DI LÀ DAL FIUME E TRA GLI ALBERI di
Paula Ortiz, con Liev Schreiber, Matilda De Angelis, Josh Hutcherson
Ernest
Hemingway, gran cacciatore e reduce da due guerre mondiali, è piuttosto malconcio. Il dottore parla di trombosi cardiaca, gli suggerisce di andare in ospedale. Cosa che lo scrittore – fumatore e bevitore con ritmi che oggi non sono neppure immaginabili – sdegnosamente rifiuta. Non è chiaro – nel film – se perché non gli importa di morire, o perché ha deciso di vivere i giorni che gli restano all’altezza della sua leggenda. Nella finzione – esiste un romanzo con lo stesso titolo – si chiama colonnello Richard Cantwell. Tra gli acciacchi recenti, comincia a dolere anche una vecchia ferita di trent’anni prima, proprio nella campagna veneta di Fossalta. Incurante di tutto, sempre con un occhio alla bottiglia – per tristezza o raramente per allegria – il colonnello Cantwell vuole andare un’ultima volta nella laguna a caccia di anatre. I bambini, per colore locale, giocano tra gli edifici diroccati, restano in piedi solo le Madonne dipinte. Venezia è deserta, anche oltre il dovuto: il film è stato girato durante il covid. Con modi bruschi, il colonnello sale sul motoscafo di una bella ragazza, Renata Contarini – l’attrice è Matilda De Angelis, elegantemente vestita e impeccabile pilota, sempre nei canali deserti che più non si potrebbe. Lei naturalmente è fidanzata con un giovanotto, glielo ricorda mamma Laura Morante, assieme alla puntualità. Ma Liev Schreiber, malconcio e con la barba di pochi giorni, febbricitante, per un po’ dimentica le anatre.
TUTTO IN UN’ESTATE!
di Louise Courvoisier, con Clément Faveau, Mathis Bernard, Luna Garret,
Giovani
attori fenomenali, a cominciare dal protagonista Clément Faveau. E tutta la sua banda, che abita nella campagna del Giura francese. Siamo in Franche-Comté, capitale Besançon, all’estremo est della Francia.
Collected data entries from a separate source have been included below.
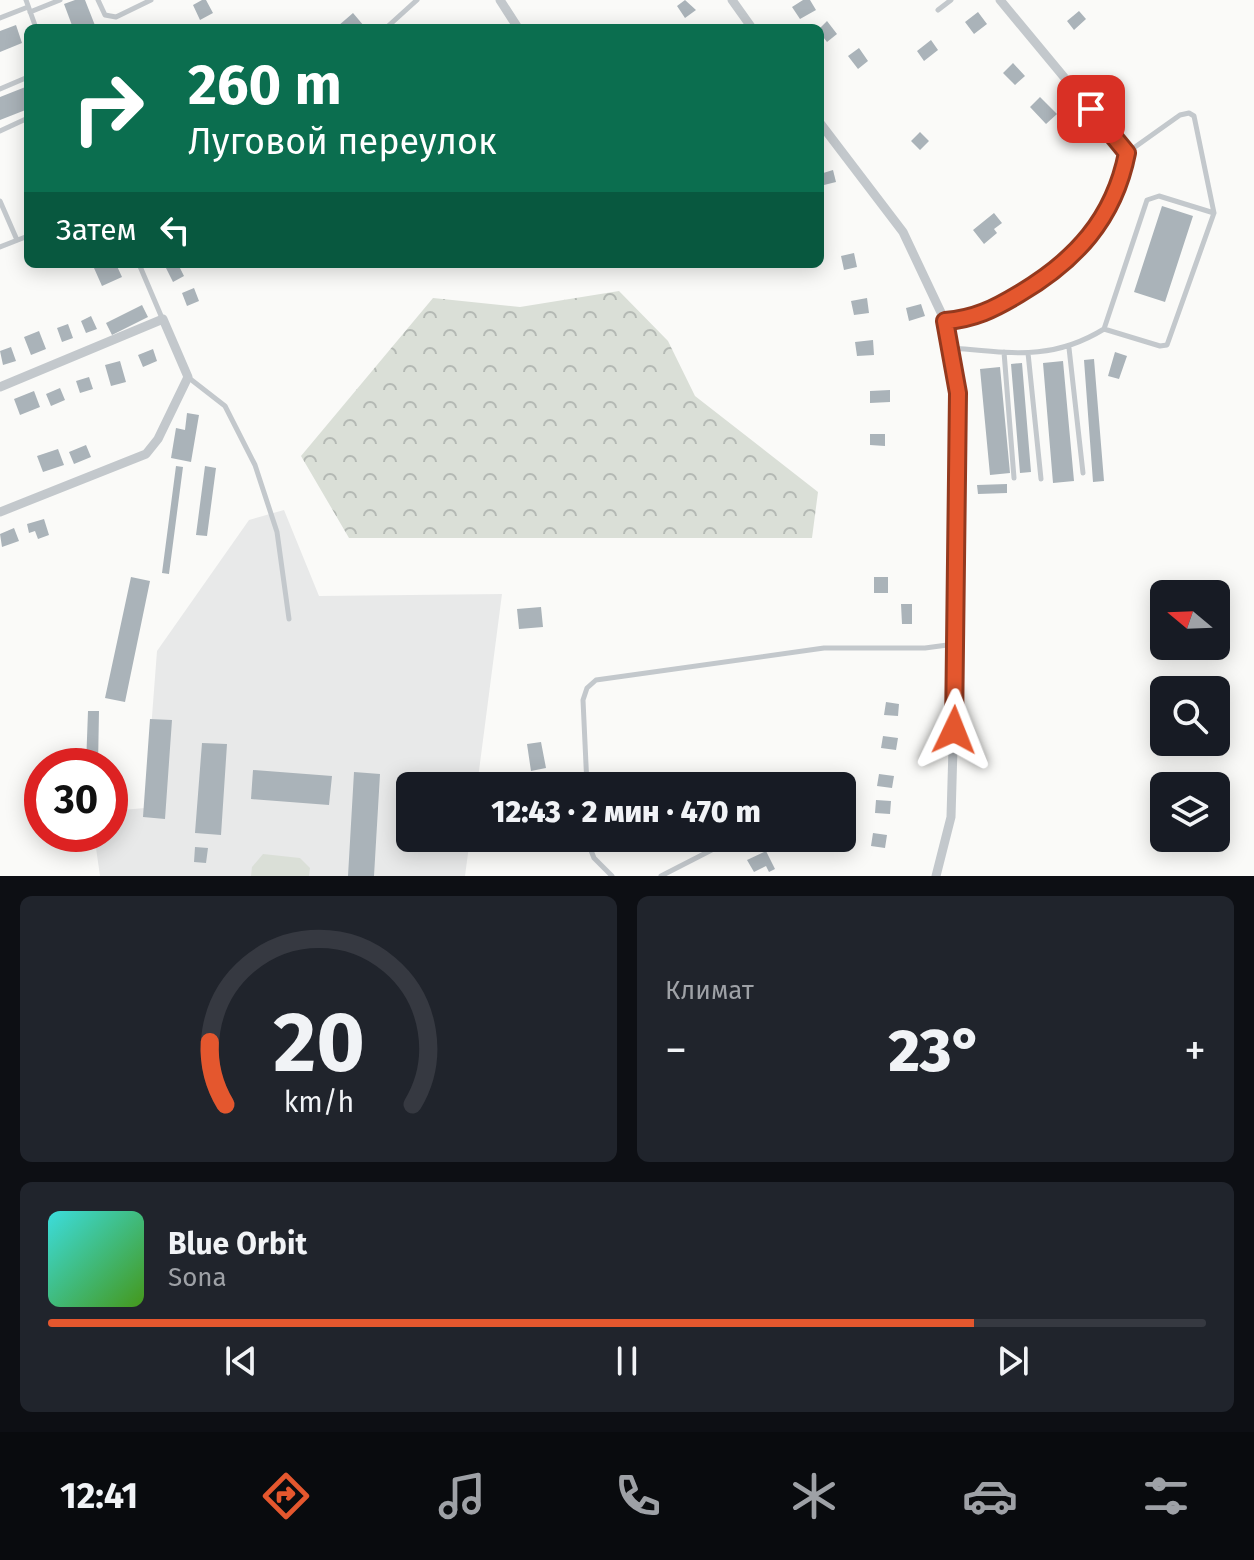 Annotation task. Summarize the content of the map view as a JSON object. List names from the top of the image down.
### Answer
{
  "north": "left",
  "page": {
    "turn": ["260 m", "Луговой переулок"],
    "then": "Затем",
    "limit": "30",
    "trip": "12:43 · 2 мин · 470 m",
    "tile": "Климат",
    "heat": ["−", "23°", "+"],
    "song": ["Blue Orbit", "Sona"],
    "tabs": "12:41",
    "gauge": ["20", "km/h"]
  }
} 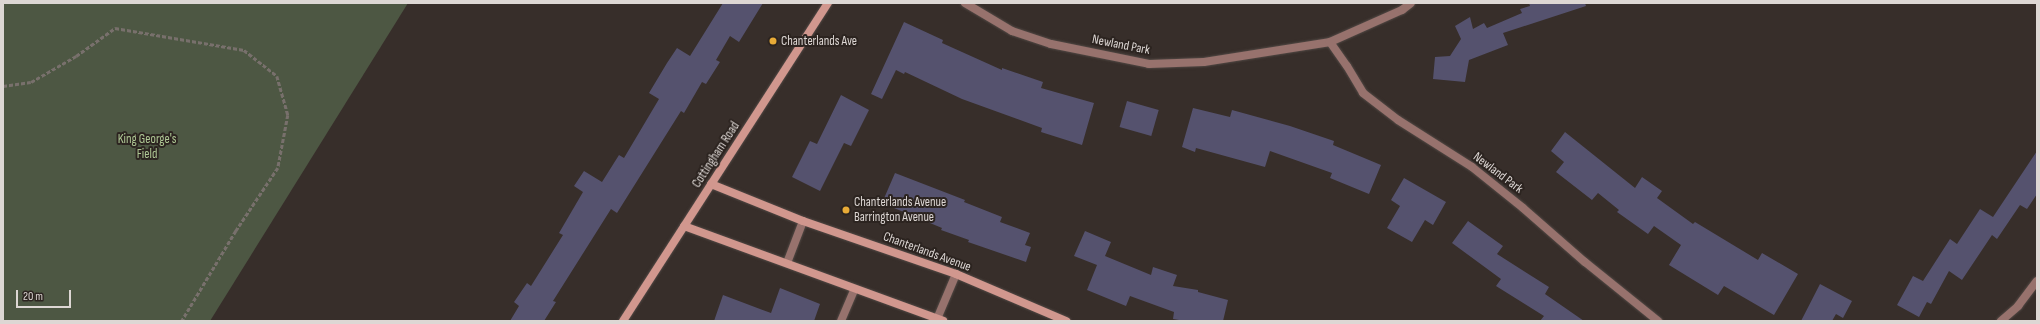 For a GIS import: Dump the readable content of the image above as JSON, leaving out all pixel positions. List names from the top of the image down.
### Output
{
  "streets": {
    "street": ["Newland Park", "Cottingham Road", "Chanterlands Avenue"]
  },
  "crossings": [
    ["Cottingham Road", "Chanterlands Avenue"]
  ],
  "parks": ["King George's Field"],
  "places": ["Chanterlands Ave", "Chanterlands Avenue Barrington Avenue"],
  "scale_bar": "20 m"
} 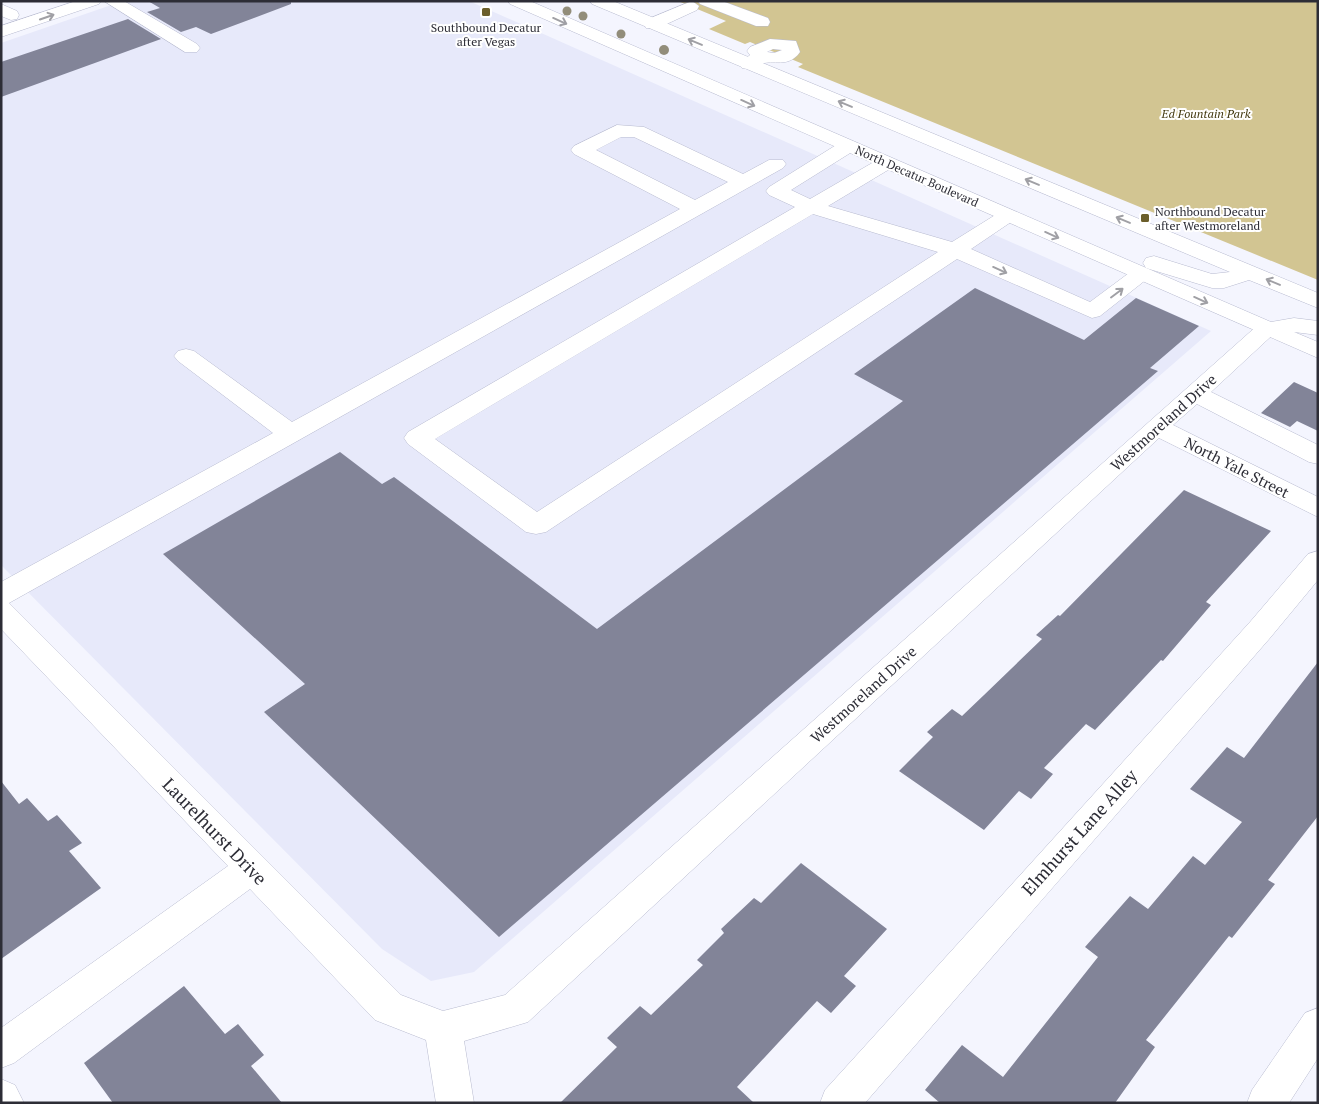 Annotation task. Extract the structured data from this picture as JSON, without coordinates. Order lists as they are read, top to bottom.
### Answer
{
  "streets": {
    "main road": [
      "North Decatur Boulevard",
      "Westmoreland Drive",
      "North Yale Street",
      "Laurelhurst Drive",
      "Elmhurst Lane Alley"
    ]
  },
  "crossings": [
    ["North Decatur Boulevard", "Westmoreland Drive"],
    ["Westmoreland Drive", "North Yale Street"],
    ["Westmoreland Drive", "Laurelhurst Drive"]
  ],
  "parks": ["Ed Fountain Park"],
  "places": {
    "transit": ["Southbound Decatur after Vegas", "Northbound Decatur after Westmoreland"]
  }
} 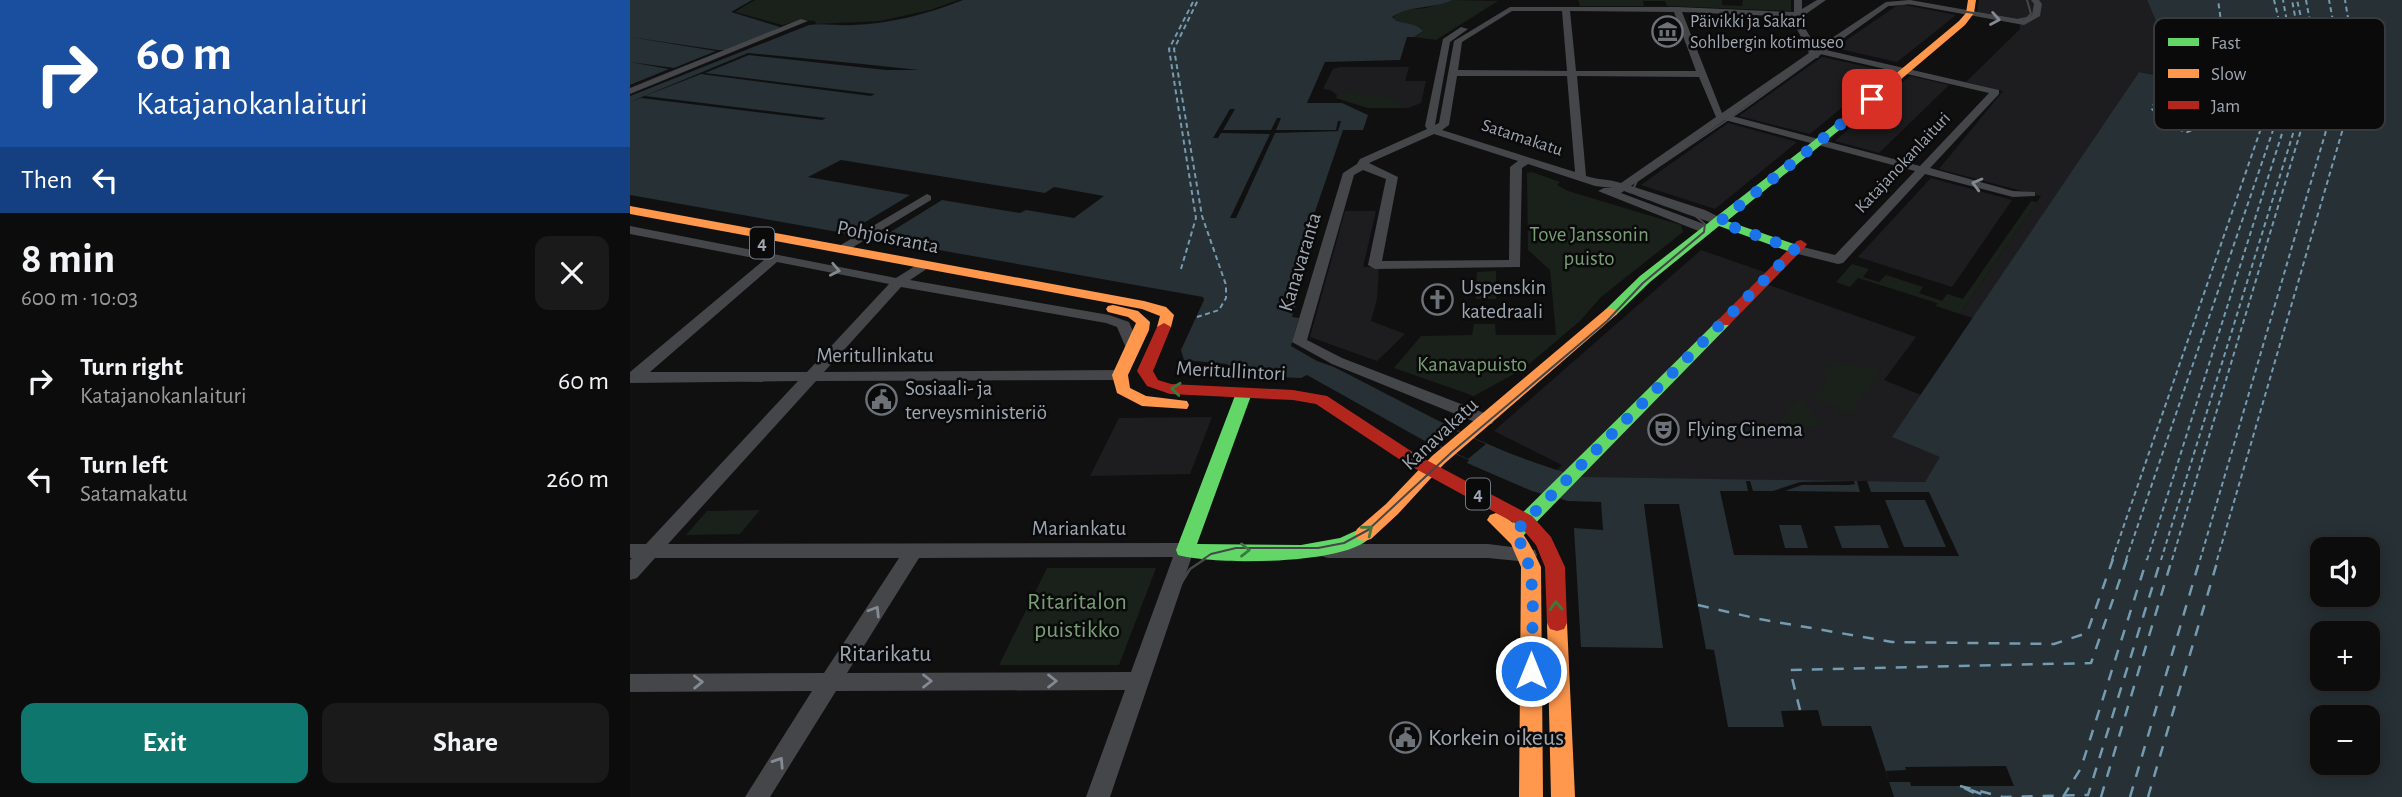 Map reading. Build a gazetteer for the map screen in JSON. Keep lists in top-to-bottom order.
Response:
{
  "streets": {
    "main road": [
      "Satamakatu",
      "Pohjoisranta",
      "4",
      "Meritullintori",
      "Kanavakatu",
      "Mariankatu"
    ],
    "street": [
      "Katajanokanlaituri",
      "Kanavaranta",
      "Meritullinkatu",
      "Ritarikatu"
    ]
  },
  "crossings": [
    ["Satamakatu", "Katajanokanlaituri"],
    ["Satamakatu", "Kanavaranta"],
    ["Satamakatu", "Kanavakatu"],
    ["Katajanokanlaituri", "Kanavakatu"],
    ["Pohjoisranta", "Meritullintori"],
    ["Kanavaranta", "Kanavakatu"],
    ["Meritullinkatu", "Meritullintori"],
    ["Meritullintori", "Kanavakatu"],
    ["Kanavakatu", "Mariankatu"]
  ],
  "one_way": ["Ritarikatu"],
  "parks": ["Tove Janssonin puisto", "Kanavapuisto", "Ritaritalon puistikko"],
  "places": {
    "museum": ["Päivikki ja Sakari Sohlbergin kotimuseo"],
    "church": ["Uspenskin katedraali"],
    "public building": ["Sosiaali- ja terveysministeriö", "Korkein oikeus"],
    "theatre": ["Flying Cinema"]
  },
  "legend": ["Fast", "Slow", "Jam"],
  "page": {
    "turn": ["60 m", "Katajanokanlaituri"],
    "then": "Then",
    "heading": ["8 min", "600 m · 10:03"],
    "list": [
      {
        "name": "Turn right",
        "note": "Katajanokanlaituri",
        "value": "60 m"
      },
      {
        "name": "Turn left",
        "note": "Satamakatu",
        "value": "260 m"
      }
    ],
    "map_buttons": ["+", "−"],
    "buttons": ["Exit", "Share"]
  }
} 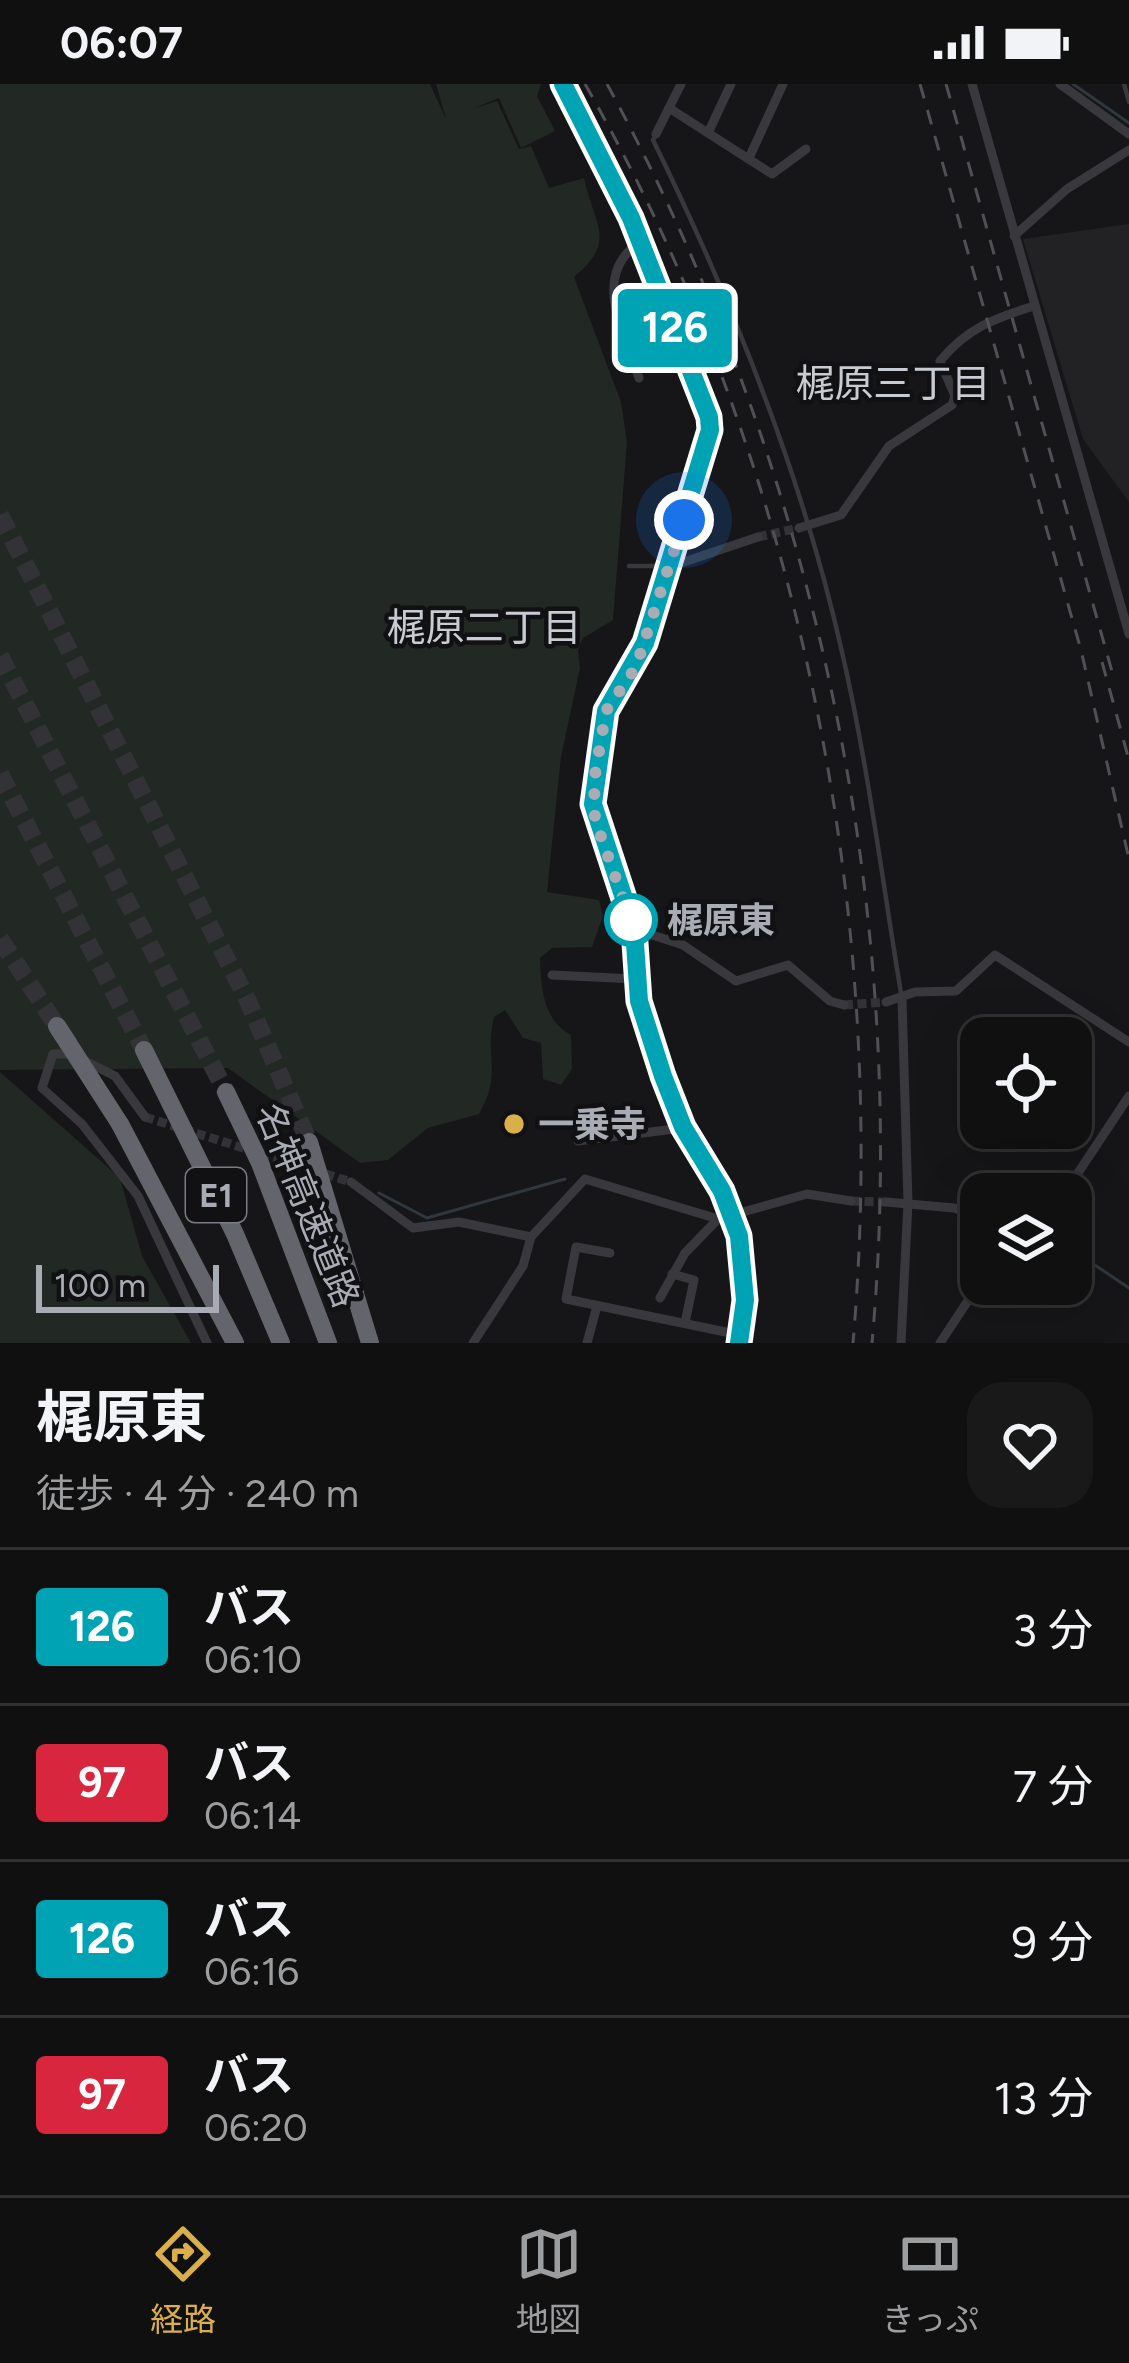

La regista ha trent’anni, è al suo primo film, ha congegnato una storia a lieto fine con quello che aveva a disposizione. Il formaggio soprattutto, grandi forme che il giovane Totone si carica in spalla, con apposite bretelle (possono pesare fino a 50 chili). L’estate è il tempo per girare con gli amici e ubriacarsi di birra, finché la dura realtà richiama all’ordine: suo padre, che fa il casaro, muore in un incidente. Totone non ha idea di quel che vuole fare da grande, sembra incapace di tutto, o almeno pasticcione. Tenta vari apprendistati, combinando solo guai. Ma ha una sorella piccola a cui badare: si chiama Claire (Luna Garret, altra debuttante già brava). Cocciuto e incosciente, si mette in testa di produrre il miglior formaggio della regione. E vincere il concorso agricolo che mette in palio 30 mila euro. Non sa da che parte si comincia, a parte mungere le mucche – e il formaggio della Franche-Comté è regolato da rigidissimi disciplinari. Totone trova il modo di rubare i segreti del mestiere. Ha un’amica più esperta, allevatrice di mucche, che lo aiuta. In cambio di qualche bacio ben dato. La fotografia di Elio Balezeaux ha già i colori della nostalgia. Louise Courvoisier ha curato ogni dettaglio, nel suo film a km zero.